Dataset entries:
Segment Open

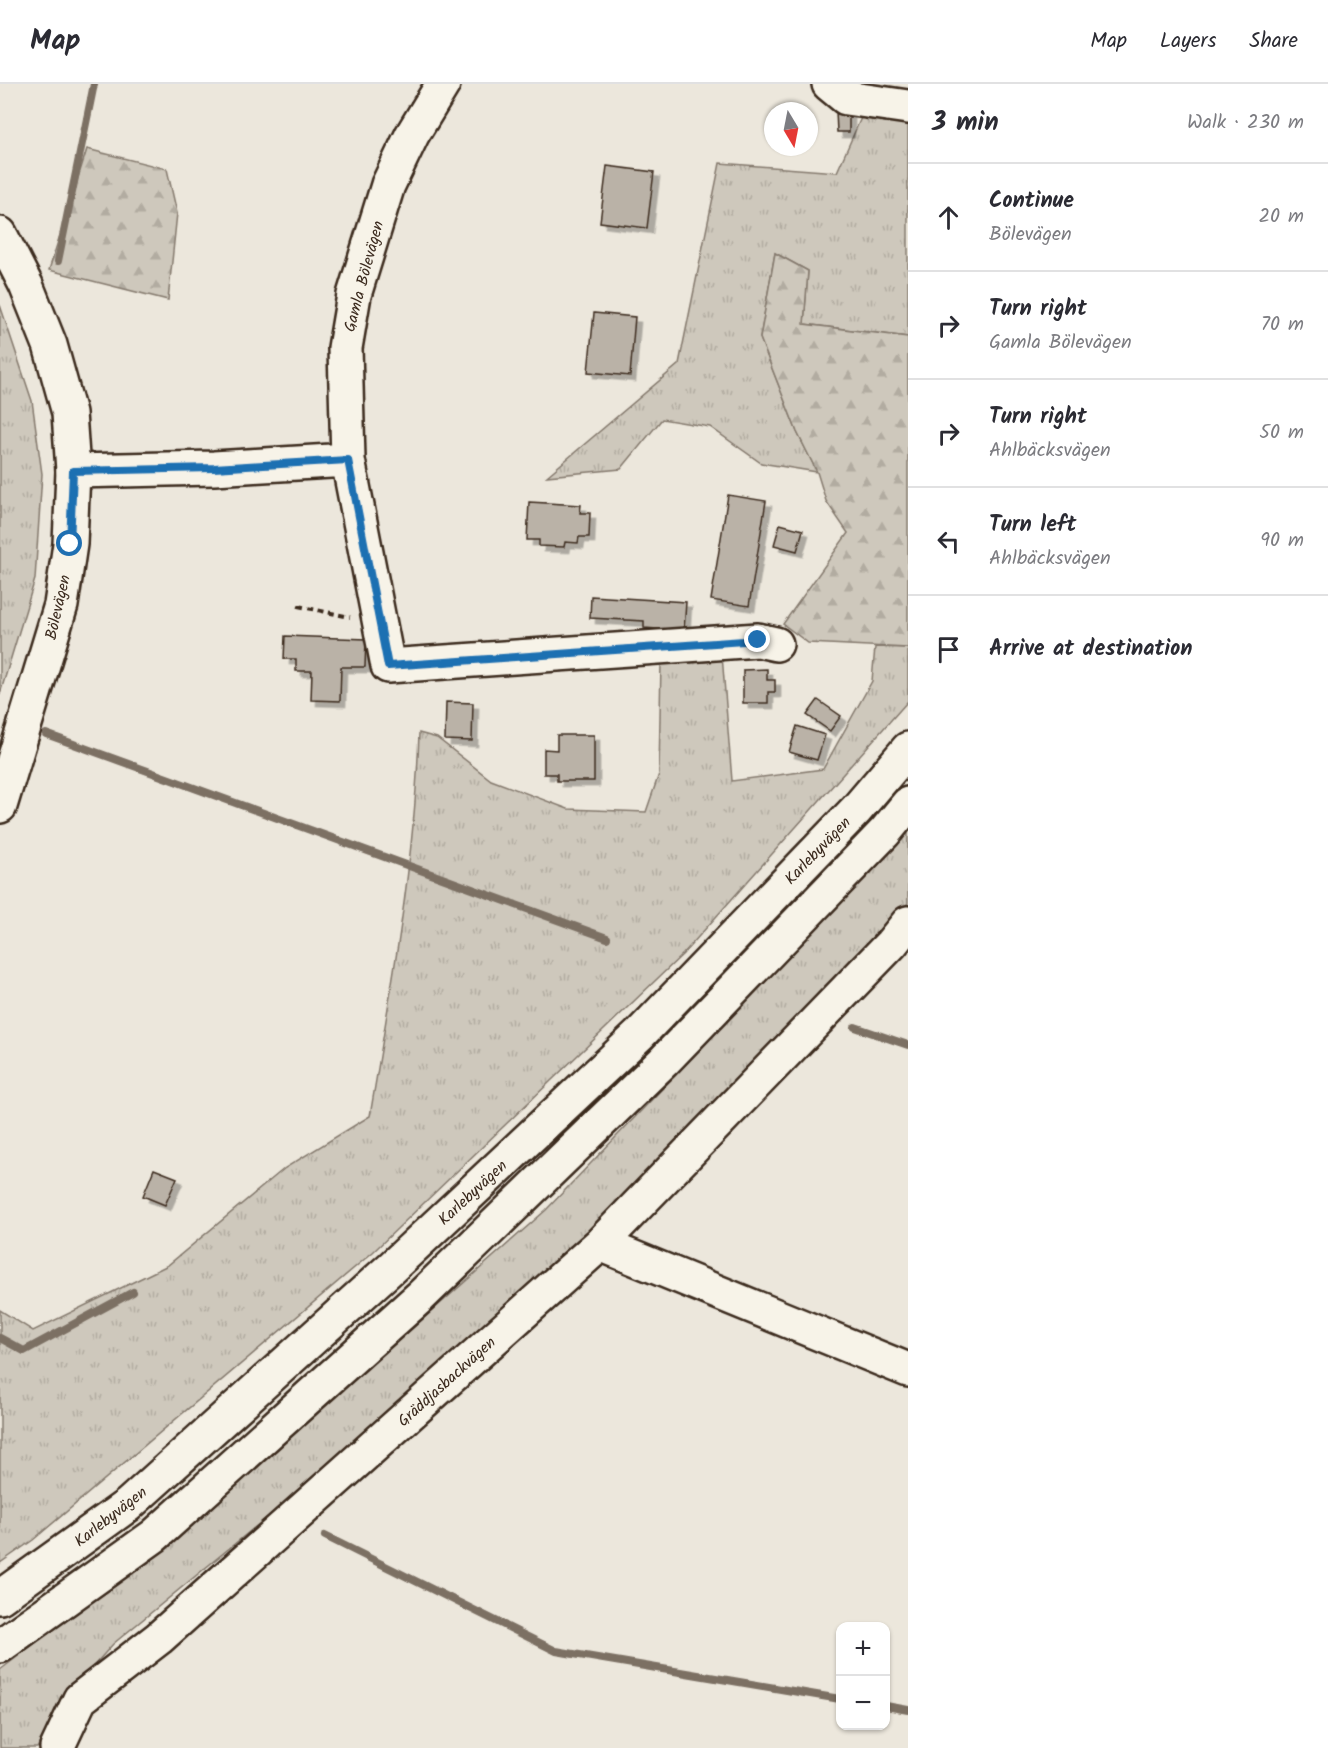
<!DOCTYPE html>
<meta charset="utf-8">
<style>
:root{--surface:#fff;--page:#f7f7f7;--text:#2b2b33;--muted:#7c7c81;--line:#e1e1e2}
body{margin:0;font-family:Kalam,sans-serif;background:var(--page);color:var(--text)}
.controls{position:absolute;right:18px;bottom:18px;display:grid;overflow:hidden;border-radius:12px;box-shadow:0 2px 4px #0004}
.controls button{width:54px;height:54px;display:grid;place-items:center;padding:0;border:0;border-bottom:2px solid var(--line);background:var(--surface);color:var(--text);font:30px sans-serif}
.compass{position:absolute;left:764px;top:18px;width:54px;height:54px;border-radius:50%;background:var(--surface);box-shadow:0 2px 4px #0004;rotate:170deg}
.stop{position:absolute;width:18px;height:18px;margin:-14px;border:4px solid #1f6fb2;border-radius:50%;background:#fff}
.stop.end{background:#1f6fb2;border-color:#fff;box-shadow:0 2px 6px #0008}
.list{margin:0;padding:0;list-style:none}
h2{display:flex;justify-content:space-between;align-items:center;height:78px;margin:0;padding:0 24px;font-size:26px}
h2 small{font-size:20px;font-weight:400;color:var(--muted)}
.list li{display:grid;grid-template-columns:39px 1fr auto;gap:18px;align-items:center;box-sizing:border-box;height:108px;padding:0 24px;border-top:2px solid var(--line)}
.list b{display:block;font-size:22px;white-space:nowrap}
.list p{margin:0;font-size:20px;white-space:nowrap;color:var(--muted)}
.list em{font-size:20px;font-style:normal;color:var(--muted)}
.icon{flex:none;width:33px;height:33px;fill:none;stroke:currentColor;stroke-width:2;stroke-linecap:round;stroke-linejoin:round}
.map{position:relative;flex:none;width:908px;height:1664px;overflow:hidden}
header{display:flex;align-items:center;gap:36px;box-sizing:border-box;height:84px;padding:0 30px;background:var(--surface);border-bottom:2px solid var(--line)}
header strong{font-size:28px}
nav{display:flex;gap:33px;margin-inline-start:auto;font-size:21px}
main{display:flex}
aside{flex:1;background:var(--surface)}
.map>svg:first-child{display:block}
.grass{fill:url(#grass-tufts);stroke:#84796d;stroke-width:1.5}
.forest{fill:url(#forest-firs);stroke:#84796d;stroke-width:1.5}
.lines{fill:none;stroke-linecap:round;stroke-linejoin:round}
.stream{stroke:#7c7064;stroke-width:8}
.building{fill:#bab2a7;stroke:#3b2a1e;stroke-width:1.5;filter:url(#shadow)}
.minor-casing{stroke:#3b2a1e;stroke-width:38}
.major-casing{stroke:#3b2a1e;stroke-width:38}
.highway-casing{stroke:#3b2a1e;stroke-width:38}
.path{stroke:#3b2a1e;stroke-width:4;stroke-dasharray:6 4.5;stroke-linecap:butt}
.minor{stroke:#f7f3e8;stroke-width:33}
.major{stroke:#f7f3e8;stroke-width:33}
.highway{stroke:#f7f3e8;stroke-width:33}
.route{stroke:#1f6fb2;stroke-width:8}
.labels{text-anchor:middle;stroke-width:4.5;stroke-linejoin:round;paint-order:stroke}
.street-label{font-size:16px;fill:#3b2a1e;stroke:#f7f3e8}
</style>
<header>
<strong>Map</strong>
<nav><a>Map</a><a>Layers</a><a>Share</a></nav>
</header>
<main>
<div class="map">
<svg width="908" height="1664" viewBox="0 0 908 1664">
<defs>
<pattern id="grass-tufts" width="24" height="20" patternUnits="userSpaceOnUse" patternTransform="scale(1.5)"><rect width="24" height="20" fill="#cec8bc"/><path d="M3 7l-1-3M5 7V3M7 7l1-3M15 17l-1-3M17 17v-4M19 17l1-3" fill="none" stroke="#b2aca1"/></pattern>
<pattern id="forest-firs" width="22" height="20" patternUnits="userSpaceOnUse" patternTransform="scale(1.5)"><rect width="22" height="20" fill="#cec8bc"/><path d="M5 1l3.5 6h-7zM16 11l3.5 6h-7z" fill="#b2aca1"/></pattern>
<filter id="shadow"><feDropShadow dx="5.5" dy="5.5" stdDeviation="0" flood-color="#0004"/></filter>
</defs>
<rect width="100%" height="100%" fill="#ece7dc"/>
<filter id="ink" filterUnits="userSpaceOnUse"><feTurbulence type="fractalNoise" baseFrequency=".0167" numOctaves="2"/><feDisplacementMap in="SourceGraphic" scale="12" xChannelSelector="R" yChannelSelector="G"/><feConvolveMatrix kernelMatrix="1 2 1 2 8 2 1 2 1" color-interpolation-filters="sRGB"/></filter>
<g filter="url(#ink)">
<path class="grass" d="M864,27l44,5v221l-104,-13 4,-53 -33,-18 -15,85 37,94 20,40 -56,-9 -51,-36 -48,-8 -41,50 -74,7 132,-112 41,-201 117,9z
M0,221l32,96 10,73 -7,105 -35,115z
M875,563l33,1v53l-225,253 -310,298 -340,288 -33,23v-253l33,21 135,-66 117,-97 85,-52c21,-127 45,-254 49,-383l18,5 54,42 77,29 78,3 13,-38 2,-112 61,-7 10,126 91,-12 49,-88z
M908,743v76l-132,150 -202,201 -234,203 -227,187 -49,55 -27,49h-37v-78l189,-144 357,-316 321,-335z"/>
<path class="forest" d="M87,65l80,20 10,44 -9,87 -119,-30z
M775,169l33,18 -4,53 104,13v311l-100,-5 -25,-19 65,-91 -22,-32 -9,-29 -20,-40 -37,-94z"/>
<g class="lines">
<path class="stream" d="M58,177l36,-177
M46,650l561,204
M855,943l53,18
M0,1254l24,13 109,-59
M325,1452l231,115 284,48
M886,1622l22,4"/>
</g>
<path class="building" d="M836,27h13v21h-12z
M607,82l47,6 -7,56 -47,-6z
M594,229l41,4 -5,59 -42,-4z
M728,411l38,6 -17,105 -38,-6z
M529,418l52,3 -1,8h10l-1,24h-10l-1,6 -13,-1 -1,5 -25,-1v-6h-12z
M780,440l23,6 -6,21 -23,-6z
M591,512l95,6 -2,29 -40,-3v-7l-54,-3z
M285,552l81,3 -1,28h-24l-1,34 -29,-1 1,-29h-16v-12h-12z
M767,585v11h8v12h-7v11h-25v-33z
M818,616l23,16 -11,15 -23,-16z
M446,618l27,1 -1,38 -27,-1z
M797,642l28,9 -8,25 -28,-8z
M557,651h37v46h-37v-7h-13v-25l13,1z
M154,1085l23,9 -12,27 -22,-9z"/>
<g class="lines">
<g class="minor-casing">
<path id="minor" d="M443,0l-31,51 -24,50 -34,110 -9,53 3,112 40,206 370,-26 18,4
M829,0l17,14 62,9
M73,387l141,-3 134,-8
M600,1160l291,-300 17,-21
M57,1664l23,-49 79,-61 441,-394 308,126"/>
</g>
<g class="major-casing">
<path id="major" d="M0,150l26,51 24,60 19,68 4,58 -3,73 -9,61 -61,201"/>
</g>
<g class="highway-casing">
<path id="highway" d="M0,1513l128,-92 264,-238 247,-232 217,-225 52,-61
M0,1562l154,-110 267,-240 242,-234 222,-230 23,-28"/>
</g>
<path class="path" d="M298,522l52,11"/>
<use href="#minor" class="minor"/>
<use href="#major" class="major"/>
<use href="#highway" class="highway"/>
</g>
</g>
<g class="lines" filter="url(#ink)">
<path class="route" d="M70,460l3,-73 141,-3 134,-8 40,206 370,-26"/>
</g>
<g class="labels">
<g class="street-label">
<text transform="translate(363 192) rotate(-75)" y="6">Gamla Bölevägen</text>
<text transform="translate(57 523) rotate(-77)" y="6">Bölevägen</text>
<text transform="translate(817 766) rotate(-46)" y="6">Karlebyvägen</text>
<text transform="translate(472 1108) rotate(-43)" y="6">Karlebyvägen</text>
<text transform="translate(446 1297) rotate(-42)" y="6">Gräddjasbackvägen</text>
<text transform="translate(110 1432) rotate(-38)" y="6">Karlebyvägen</text>
</g>
</g>
</svg>
<div class="controls">
<button>+</button>
<button>−</button>
</div>
<svg class="compass" viewBox="-18 -18 36 36"><path d="M0-13l5 13h-10z" fill="#e53935"/><path d="M0 13l5-13h-10z" fill="#7c7c81"/></svg>
<div class="stop" style="left:70px;top:460px"></div>
<div class="stop end" style="left:758px;top:556px"></div>
</div>
<aside>
<h2>3 min<small>Walk · 230 m</small></h2>
<ul class="list">
<li><svg class="icon" aria-label="ahead" viewBox="0 0 24 24"><path d="M12 20V5M6 11l6-6 6 6"/></svg><div><b>Continue</b><p>Bölevägen</p></div><em>20 m</em></li>
<li><svg class="icon" aria-label="right" viewBox="0 0 24 24"><path d="M7 20v-9h11M14 6l5 5-5 5"/></svg><div><b>Turn right</b><p>Gamla Bölevägen</p></div><em>70 m</em></li>
<li><svg class="icon" aria-label="right" viewBox="0 0 24 24"><path d="M7 20v-9h11M14 6l5 5-5 5"/></svg><div><b>Turn right</b><p>Ahlbäcksvägen</p></div><em>50 m</em></li>
<li><svg class="icon" aria-label="left" viewBox="0 0 24 24"><path d="M17 20v-9H6M10 6l-5 5 5 5"/></svg><div><b>Turn left</b><p>Ahlbäcksvägen</p></div><em>90 m</em></li>
<li><svg class="icon" aria-label="arrive" viewBox="0 0 24 24"><path d="M6 21V4h12l-3 4 3 4H6"/></svg><div><b>Arrive at destination</b></div></li>
</ul>
</aside>
</main>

Segment Closed

Show me every line of the entries above that holds "Bölevägen".

<text transform="translate(363 192) rotate(-75)" y="6">Gamla Bölevägen</text>
<text transform="translate(57 523) rotate(-77)" y="6">Bölevägen</text>
<li><svg class="icon" aria-label="ahead" viewBox="0 0 24 24"><path d="M12 20V5M6 11l6-6 6 6"/></svg><div><b>Continue</b><p>Bölevägen</p></div><em>20 m</em></li>
<li><svg class="icon" aria-label="right" viewBox="0 0 24 24"><path d="M7 20v-9h11M14 6l5 5-5 5"/></svg><div><b>Turn right</b><p>Gamla Bölevägen</p></div><em>70 m</em></li>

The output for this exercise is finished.